• [TASK REQUIREMENTS]: Count the lines below that hold "grid". Give the number without comment.

• [PROVIDED DATA]:
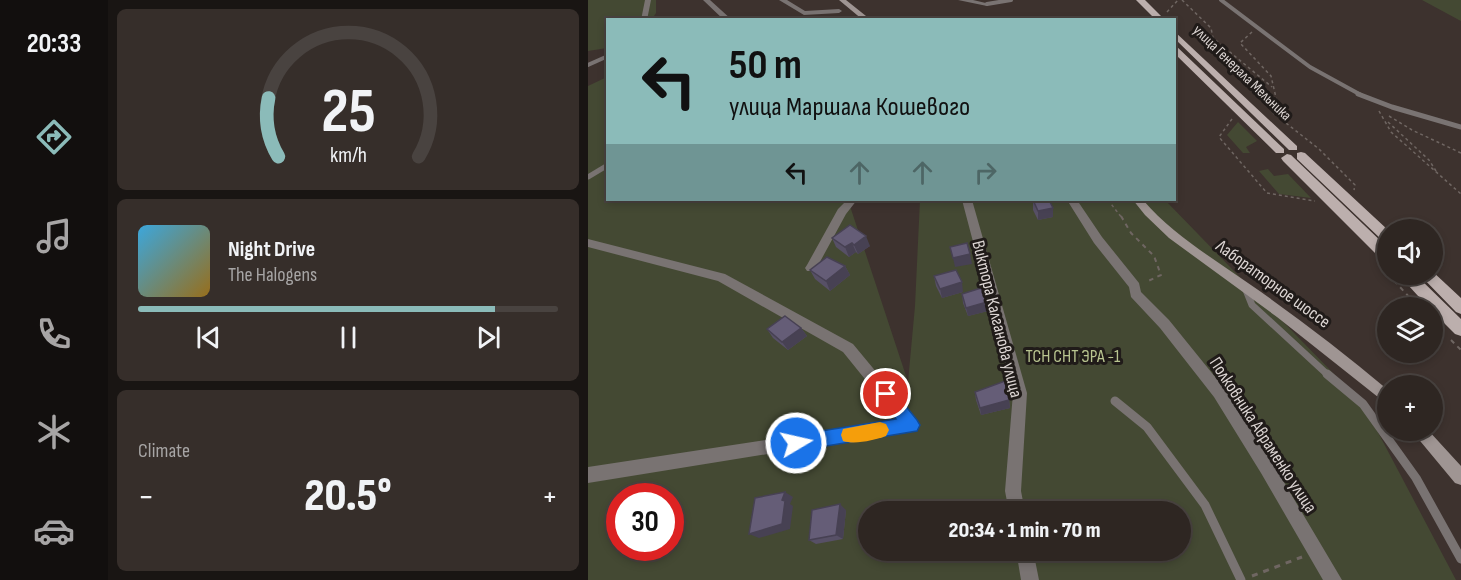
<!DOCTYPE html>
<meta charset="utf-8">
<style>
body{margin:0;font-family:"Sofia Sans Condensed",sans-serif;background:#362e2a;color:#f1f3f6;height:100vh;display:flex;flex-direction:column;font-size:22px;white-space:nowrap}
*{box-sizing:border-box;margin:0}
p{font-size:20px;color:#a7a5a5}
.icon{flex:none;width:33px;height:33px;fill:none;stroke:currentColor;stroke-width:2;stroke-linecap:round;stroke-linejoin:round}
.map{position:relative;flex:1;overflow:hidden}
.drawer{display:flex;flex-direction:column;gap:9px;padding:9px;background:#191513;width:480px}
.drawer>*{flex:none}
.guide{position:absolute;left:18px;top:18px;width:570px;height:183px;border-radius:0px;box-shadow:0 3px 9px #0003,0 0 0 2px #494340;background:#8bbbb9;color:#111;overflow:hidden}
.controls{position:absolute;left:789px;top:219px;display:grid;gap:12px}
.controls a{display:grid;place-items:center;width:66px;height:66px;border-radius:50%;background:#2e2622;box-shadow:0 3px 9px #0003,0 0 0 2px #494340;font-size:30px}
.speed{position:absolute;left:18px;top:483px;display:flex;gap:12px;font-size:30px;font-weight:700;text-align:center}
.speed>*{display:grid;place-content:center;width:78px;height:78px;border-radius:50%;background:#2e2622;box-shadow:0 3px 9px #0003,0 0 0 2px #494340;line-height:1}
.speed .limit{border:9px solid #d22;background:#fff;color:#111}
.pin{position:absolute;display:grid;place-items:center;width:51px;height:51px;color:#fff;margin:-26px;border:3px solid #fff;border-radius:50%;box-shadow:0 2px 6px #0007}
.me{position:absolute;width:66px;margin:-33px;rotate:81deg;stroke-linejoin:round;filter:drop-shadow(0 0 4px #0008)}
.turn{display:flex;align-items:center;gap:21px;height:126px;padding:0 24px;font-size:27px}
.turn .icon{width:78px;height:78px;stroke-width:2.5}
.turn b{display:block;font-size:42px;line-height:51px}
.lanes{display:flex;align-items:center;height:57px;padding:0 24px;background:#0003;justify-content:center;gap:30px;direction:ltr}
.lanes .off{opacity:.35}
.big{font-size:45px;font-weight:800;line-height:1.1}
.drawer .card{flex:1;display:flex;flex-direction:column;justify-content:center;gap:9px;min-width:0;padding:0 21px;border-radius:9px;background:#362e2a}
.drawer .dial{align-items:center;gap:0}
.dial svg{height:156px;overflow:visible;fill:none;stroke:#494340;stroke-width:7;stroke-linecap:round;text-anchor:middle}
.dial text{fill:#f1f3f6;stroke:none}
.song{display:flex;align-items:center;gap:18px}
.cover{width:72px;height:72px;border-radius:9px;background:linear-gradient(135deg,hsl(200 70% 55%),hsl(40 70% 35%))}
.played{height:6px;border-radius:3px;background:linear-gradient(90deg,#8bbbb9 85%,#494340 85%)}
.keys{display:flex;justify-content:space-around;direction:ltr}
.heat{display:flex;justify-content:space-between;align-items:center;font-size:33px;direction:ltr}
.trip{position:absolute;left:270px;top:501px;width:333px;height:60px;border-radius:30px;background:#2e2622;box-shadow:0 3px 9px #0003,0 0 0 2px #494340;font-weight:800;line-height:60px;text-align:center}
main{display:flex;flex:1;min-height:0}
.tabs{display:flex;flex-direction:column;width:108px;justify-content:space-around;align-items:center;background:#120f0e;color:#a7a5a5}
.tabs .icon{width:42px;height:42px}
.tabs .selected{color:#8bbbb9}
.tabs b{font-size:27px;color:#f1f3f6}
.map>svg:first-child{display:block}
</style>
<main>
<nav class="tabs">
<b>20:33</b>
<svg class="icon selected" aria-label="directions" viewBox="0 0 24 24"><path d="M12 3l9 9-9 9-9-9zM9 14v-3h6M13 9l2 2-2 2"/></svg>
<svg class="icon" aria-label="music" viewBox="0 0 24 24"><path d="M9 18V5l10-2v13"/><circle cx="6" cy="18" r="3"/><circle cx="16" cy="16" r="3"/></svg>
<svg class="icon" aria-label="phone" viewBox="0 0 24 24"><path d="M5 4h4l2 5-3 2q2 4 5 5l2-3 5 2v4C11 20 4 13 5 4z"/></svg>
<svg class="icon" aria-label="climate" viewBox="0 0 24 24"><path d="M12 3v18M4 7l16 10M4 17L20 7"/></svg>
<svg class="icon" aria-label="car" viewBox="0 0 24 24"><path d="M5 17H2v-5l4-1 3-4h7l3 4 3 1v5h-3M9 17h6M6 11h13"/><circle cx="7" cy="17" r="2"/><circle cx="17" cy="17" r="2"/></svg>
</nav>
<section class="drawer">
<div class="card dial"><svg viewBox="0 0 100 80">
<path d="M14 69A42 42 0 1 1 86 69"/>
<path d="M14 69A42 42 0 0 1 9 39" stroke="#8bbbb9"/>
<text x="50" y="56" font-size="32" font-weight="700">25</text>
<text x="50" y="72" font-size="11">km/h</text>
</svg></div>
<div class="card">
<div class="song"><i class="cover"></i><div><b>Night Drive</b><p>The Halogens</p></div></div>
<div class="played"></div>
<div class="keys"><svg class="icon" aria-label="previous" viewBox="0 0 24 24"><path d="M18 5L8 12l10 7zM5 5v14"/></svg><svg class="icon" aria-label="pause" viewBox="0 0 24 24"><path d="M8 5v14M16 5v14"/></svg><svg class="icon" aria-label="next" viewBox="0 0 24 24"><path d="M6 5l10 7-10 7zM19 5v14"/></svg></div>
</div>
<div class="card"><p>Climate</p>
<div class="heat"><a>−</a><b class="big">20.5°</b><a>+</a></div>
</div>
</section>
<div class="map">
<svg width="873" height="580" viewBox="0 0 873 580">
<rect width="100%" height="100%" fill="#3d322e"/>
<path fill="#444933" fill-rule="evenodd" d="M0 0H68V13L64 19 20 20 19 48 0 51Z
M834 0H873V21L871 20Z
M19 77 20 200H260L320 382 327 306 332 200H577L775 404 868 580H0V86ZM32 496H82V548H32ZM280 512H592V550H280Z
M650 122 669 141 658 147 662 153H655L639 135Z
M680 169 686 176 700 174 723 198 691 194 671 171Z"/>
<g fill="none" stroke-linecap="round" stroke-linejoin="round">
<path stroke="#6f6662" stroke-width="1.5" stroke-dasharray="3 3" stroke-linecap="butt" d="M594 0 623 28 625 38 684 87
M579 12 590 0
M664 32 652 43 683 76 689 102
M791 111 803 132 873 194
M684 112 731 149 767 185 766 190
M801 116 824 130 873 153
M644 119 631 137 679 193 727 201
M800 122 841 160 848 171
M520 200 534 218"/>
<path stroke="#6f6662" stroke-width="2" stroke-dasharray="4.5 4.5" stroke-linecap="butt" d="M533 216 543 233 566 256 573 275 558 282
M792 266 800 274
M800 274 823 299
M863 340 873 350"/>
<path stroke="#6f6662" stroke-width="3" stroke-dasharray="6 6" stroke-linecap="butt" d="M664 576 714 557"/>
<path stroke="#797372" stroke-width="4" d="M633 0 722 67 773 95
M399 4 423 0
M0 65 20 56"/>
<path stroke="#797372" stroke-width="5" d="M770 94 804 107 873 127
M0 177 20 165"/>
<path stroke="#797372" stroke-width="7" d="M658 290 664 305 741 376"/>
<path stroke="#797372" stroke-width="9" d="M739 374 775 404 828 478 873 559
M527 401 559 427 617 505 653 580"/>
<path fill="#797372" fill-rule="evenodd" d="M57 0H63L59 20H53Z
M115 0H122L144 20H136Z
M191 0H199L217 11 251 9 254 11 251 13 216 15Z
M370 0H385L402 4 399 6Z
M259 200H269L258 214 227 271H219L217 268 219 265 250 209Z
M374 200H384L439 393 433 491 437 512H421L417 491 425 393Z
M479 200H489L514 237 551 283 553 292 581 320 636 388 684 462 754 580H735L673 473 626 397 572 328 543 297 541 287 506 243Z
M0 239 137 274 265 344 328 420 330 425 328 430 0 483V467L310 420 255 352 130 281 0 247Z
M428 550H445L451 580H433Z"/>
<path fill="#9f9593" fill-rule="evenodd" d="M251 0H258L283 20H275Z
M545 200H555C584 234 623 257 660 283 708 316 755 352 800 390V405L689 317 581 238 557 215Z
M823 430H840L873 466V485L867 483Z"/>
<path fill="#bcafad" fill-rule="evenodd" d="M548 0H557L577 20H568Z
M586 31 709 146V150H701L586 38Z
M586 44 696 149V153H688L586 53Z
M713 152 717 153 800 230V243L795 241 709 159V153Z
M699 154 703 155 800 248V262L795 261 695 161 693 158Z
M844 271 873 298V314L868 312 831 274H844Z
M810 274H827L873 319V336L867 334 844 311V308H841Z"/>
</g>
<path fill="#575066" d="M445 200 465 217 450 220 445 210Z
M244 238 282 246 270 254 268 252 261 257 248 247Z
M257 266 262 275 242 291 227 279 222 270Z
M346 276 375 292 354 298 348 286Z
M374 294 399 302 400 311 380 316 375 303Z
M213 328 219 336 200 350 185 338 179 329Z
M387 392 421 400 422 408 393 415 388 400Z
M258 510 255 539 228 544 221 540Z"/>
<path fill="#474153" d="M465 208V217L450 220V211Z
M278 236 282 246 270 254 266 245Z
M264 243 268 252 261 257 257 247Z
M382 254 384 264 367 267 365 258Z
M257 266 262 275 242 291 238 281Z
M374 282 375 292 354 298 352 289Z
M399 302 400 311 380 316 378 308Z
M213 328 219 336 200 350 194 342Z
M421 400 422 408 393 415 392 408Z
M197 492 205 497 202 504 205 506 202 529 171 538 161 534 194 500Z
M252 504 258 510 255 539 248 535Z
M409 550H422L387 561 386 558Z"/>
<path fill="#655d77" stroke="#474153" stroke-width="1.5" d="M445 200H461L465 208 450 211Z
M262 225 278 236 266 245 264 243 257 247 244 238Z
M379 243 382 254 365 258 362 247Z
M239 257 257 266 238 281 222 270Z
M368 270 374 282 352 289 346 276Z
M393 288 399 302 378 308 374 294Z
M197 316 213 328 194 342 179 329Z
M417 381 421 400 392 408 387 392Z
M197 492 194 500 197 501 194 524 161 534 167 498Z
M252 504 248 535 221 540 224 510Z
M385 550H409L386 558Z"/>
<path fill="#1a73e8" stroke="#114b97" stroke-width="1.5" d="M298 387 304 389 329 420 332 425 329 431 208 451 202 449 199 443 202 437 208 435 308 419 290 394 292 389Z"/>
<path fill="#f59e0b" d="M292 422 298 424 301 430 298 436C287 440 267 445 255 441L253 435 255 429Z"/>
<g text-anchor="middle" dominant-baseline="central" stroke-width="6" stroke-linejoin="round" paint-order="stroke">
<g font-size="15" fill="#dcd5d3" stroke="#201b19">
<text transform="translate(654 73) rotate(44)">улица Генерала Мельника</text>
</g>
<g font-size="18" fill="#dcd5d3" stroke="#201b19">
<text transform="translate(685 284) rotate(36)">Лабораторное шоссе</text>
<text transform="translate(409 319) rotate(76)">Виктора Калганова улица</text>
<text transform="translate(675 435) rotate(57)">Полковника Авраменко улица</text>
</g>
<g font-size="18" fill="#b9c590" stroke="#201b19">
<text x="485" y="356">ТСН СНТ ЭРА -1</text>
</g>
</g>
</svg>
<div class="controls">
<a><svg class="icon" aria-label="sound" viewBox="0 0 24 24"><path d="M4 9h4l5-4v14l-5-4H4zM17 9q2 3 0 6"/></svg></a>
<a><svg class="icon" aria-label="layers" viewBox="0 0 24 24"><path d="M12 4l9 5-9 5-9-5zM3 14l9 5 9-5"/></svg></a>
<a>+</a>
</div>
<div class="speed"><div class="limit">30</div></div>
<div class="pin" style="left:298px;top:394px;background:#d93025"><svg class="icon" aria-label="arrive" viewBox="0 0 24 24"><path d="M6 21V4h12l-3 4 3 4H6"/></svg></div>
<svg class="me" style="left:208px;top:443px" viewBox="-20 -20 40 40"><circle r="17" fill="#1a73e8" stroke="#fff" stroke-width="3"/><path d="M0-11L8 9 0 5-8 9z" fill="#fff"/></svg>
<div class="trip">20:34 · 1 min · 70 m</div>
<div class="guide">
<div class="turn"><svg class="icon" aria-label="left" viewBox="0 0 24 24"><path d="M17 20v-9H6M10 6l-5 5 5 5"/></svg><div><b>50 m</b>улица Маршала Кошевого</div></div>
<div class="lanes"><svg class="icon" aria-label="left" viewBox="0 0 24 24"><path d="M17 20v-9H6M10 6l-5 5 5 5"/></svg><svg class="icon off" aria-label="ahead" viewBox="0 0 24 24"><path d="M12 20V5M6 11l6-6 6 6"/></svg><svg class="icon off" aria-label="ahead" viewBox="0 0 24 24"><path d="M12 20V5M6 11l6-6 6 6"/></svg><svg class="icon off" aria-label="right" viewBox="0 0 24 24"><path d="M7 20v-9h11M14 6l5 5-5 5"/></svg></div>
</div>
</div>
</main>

• [TASK OUTPUT]: 4